Dance of the Gods (Circle Trilogy 2)
“How can I? How can you?”
“Because you can’t bring her back, or the ones that are in there.” She jerked a chin toward the wagon. “So we figure out how to use this to capture the ones who did it.”
Burying her own revulsion, she pulled herself up into the wagon. Into a nightmare.
What must have been the girl’s parents were shoved together under a kind of bunk on one side of the wagon. The man had probably died quickly, as had the younger boy whose body lay under the bunk on the opposite side.
But the woman, they’d have taken more time there. No point in tearing off her clothes if you didn’t intend to play with her first. Her hands were still bound, and what was left of her was covered in bites.
Yes, they’d taken time with her.
She could see no weapons, but one of the bunks was stained with blood fresher than what was staining the other bunk, the floor and the walls. That was where the girl had died, she assumed. And had waked again.
“The woman’s only been dead a couple of days,” Cian said from behind her. “The man and boy longer. A day or more longer.”
“Yeah. Jesus.” She had to get out, had to breathe. She climbed out of the back to draw in air she hoped would clear the smear in her throat, in her lungs.
“They’ll come back for her.” She bent over, bracing her hands on her thighs so the nausea, the dizziness would fade. “Bring her something so she can feed. She was new. Probably only woke tonight.”
“We need to bury them,” Larkin said. “The others. They deserve to be buried.”
“It has to wait. Look, be pissed at me if you have to, but—”
“I’m not. I’m sick in my heart, but I’m not angry with you. Or you,” he said to Cian. “I don’t know why it should be this way inside me. I saw what was in the caves back in Ireland. I know how they kill, how they breed. But knowing they made a monster of that girl only so they could use her between them, it makes my heart sick.”
She didn’t have any words, any real ones, to offer. She wrapped her fingers around his arm, squeezed. “Let’s make them pay for it. They’ll be back before sunrise. Well before if they can find what they’re after quickly enough and get it back. They know she’ll have risen tonight, and need to feed. That’s why they—”
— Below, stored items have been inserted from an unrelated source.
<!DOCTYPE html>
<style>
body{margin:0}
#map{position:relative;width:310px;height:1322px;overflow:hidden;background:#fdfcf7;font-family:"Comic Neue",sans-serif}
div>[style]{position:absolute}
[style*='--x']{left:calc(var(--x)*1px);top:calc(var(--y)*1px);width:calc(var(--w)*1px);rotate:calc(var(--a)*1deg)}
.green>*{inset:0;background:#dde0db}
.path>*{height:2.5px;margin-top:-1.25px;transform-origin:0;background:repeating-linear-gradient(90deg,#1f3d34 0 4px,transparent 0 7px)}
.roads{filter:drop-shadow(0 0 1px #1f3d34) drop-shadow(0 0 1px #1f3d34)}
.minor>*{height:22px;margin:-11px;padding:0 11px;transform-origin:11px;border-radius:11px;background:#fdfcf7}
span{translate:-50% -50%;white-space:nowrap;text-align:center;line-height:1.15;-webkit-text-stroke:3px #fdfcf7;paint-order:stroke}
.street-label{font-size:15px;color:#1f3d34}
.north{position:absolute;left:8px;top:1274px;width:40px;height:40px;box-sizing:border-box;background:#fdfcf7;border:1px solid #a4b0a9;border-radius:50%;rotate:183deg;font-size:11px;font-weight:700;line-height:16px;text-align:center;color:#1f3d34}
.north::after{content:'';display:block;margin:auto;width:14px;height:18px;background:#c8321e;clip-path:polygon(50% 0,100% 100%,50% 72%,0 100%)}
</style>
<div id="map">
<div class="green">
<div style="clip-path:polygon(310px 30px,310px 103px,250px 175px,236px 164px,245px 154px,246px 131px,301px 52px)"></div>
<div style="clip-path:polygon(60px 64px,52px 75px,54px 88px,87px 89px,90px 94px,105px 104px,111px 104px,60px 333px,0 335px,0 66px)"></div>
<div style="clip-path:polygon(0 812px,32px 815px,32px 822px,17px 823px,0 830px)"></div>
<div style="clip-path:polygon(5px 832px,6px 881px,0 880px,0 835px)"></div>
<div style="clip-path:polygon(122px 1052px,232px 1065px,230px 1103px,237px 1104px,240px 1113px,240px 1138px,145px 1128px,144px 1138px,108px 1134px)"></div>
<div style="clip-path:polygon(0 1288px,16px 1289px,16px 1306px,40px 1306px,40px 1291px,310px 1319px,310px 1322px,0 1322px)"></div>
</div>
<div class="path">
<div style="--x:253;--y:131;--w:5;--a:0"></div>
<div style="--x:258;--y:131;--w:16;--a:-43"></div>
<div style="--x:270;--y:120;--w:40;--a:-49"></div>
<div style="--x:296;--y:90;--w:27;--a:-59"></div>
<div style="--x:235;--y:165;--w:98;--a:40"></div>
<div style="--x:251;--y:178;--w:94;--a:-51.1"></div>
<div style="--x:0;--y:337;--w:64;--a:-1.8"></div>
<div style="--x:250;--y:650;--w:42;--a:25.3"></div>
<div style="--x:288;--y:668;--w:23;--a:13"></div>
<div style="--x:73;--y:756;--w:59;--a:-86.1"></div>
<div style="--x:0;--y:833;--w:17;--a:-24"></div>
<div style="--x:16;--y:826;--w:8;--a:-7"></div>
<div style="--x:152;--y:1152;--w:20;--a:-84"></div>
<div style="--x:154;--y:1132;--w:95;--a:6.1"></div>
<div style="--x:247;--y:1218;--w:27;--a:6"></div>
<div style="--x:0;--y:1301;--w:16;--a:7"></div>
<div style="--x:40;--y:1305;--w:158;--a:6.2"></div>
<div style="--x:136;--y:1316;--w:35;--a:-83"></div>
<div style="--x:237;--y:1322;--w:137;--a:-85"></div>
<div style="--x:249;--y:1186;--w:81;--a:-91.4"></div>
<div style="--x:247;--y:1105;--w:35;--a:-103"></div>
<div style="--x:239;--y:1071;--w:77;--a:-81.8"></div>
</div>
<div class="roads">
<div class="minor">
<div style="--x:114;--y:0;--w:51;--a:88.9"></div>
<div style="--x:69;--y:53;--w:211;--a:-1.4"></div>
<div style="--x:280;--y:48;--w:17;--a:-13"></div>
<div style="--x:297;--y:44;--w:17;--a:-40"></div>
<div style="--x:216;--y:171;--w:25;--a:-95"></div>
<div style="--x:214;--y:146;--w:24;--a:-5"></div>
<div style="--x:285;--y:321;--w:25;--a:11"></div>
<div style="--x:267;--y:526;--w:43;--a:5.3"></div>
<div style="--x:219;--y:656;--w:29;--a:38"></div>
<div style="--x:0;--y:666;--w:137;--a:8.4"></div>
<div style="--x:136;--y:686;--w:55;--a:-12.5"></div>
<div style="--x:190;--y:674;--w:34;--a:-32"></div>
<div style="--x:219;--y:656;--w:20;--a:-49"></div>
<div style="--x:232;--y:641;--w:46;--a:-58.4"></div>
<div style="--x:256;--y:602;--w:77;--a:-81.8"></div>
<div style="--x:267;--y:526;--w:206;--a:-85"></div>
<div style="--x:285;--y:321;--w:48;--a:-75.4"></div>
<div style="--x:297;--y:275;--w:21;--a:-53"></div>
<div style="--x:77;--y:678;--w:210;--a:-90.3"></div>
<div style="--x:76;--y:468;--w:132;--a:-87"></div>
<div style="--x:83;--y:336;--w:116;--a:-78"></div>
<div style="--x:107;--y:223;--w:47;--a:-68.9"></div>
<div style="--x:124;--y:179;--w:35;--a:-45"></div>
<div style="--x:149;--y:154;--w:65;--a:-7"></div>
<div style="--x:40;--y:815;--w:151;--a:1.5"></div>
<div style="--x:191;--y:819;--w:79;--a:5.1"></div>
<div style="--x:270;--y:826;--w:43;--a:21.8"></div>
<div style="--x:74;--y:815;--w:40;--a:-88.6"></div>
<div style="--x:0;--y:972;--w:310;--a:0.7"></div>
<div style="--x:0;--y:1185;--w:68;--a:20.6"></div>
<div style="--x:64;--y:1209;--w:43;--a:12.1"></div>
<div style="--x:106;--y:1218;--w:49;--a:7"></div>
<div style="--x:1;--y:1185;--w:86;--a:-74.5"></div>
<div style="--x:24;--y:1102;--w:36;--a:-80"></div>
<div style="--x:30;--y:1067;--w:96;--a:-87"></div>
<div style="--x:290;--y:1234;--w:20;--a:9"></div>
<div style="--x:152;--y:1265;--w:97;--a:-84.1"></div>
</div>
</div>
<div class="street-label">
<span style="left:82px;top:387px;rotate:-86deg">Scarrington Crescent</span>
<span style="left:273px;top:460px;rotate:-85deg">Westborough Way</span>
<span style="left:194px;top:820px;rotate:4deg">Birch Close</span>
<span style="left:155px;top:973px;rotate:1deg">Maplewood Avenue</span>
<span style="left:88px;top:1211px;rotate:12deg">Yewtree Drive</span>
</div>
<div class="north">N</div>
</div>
“That’s why they left the bodies inside,” Larkin said when she cut herself off. “So she’d have something until they could bring her fresh blood. I’m not slow-witted, Blair. They left her own family for her to feed on.”
Nodding, she looked back toward the wagon. “So we close up the wagon, and we wait. Will they be able to smell us? The human?”
“Hard to say,” Cian told her. “I don’t know how old they are, how experienced. Enough so Lilith thought they could handle this assignment. Which they bungled. But it’s possible they’ll catch the scent of live blood, even through all this. Then there’s the horses.”
“Okay, I’ve got that covered. Most likely they’ll come back to the wagon from the same direction they left it. We’ll take the horses farther into the woods, downwind. Tether them. All but mine. If I’m walking him when they see me, they’ll figure he came up lame. And they’ll be too happy with their luck of coming across a lone female to think beyond that.”
“So, you think you’re going to be bait,” Larkin began, with a look on his face that warned Blair they were in for a fight about it.
“I’ll just take the horses back while you two argue this out.” Cian took the reins, melted into the trees.
Calm, Blair ordered herself. Reasonable. She should remember it was nice to have someone who actually cared enough to worry about her.
“If they see a man, they’re more likely to attack. A woman, they’re going to want me alive—temporarily. Gives them each a playmate. It’s the most logical way.”
That was the end of her calm and reasonable. “And, here’s what. If your ego has a problem with the fact that if I were out here alone I could still handle two of them, you’ll just have to deal with it.”
“My ego has nothing to do with the matter. It’s just as logical for the three of us to lay back and wait, then move on them as one.”
“No, because if they scent either you or me, we lose the element of surprise. Moira wants them—or at least one of them alive. That’s why we’re out here instead of having a nice glass of wine in front of a roaring fire. If we have to go full scale attack we’ll probably have to kill them both. Surprise gives us a better chance of capture.”
“There are other ways.”
“Probably a dozen of them. But while they may not be back for five hours, they could also be back in five minutes. This will work, Larkin, because it’s simple and it’s basic. Because they wouldn’t expect a woman by herself to be any kind of threat. I want to bag these two as much as you do. L
et’s make sure we do.”
Cian slipped back out of the trees. “Have you settled it, then, or will we be debating this much longer?”
“It seems to be settled.” Larkin brushed a hand over Blair’s hair. “I’ve just been wasting my breath.” Then he tipped back her chin. “If you have to speak to them to hold the illusion until we move in, they’ll know you’re not from Geall.”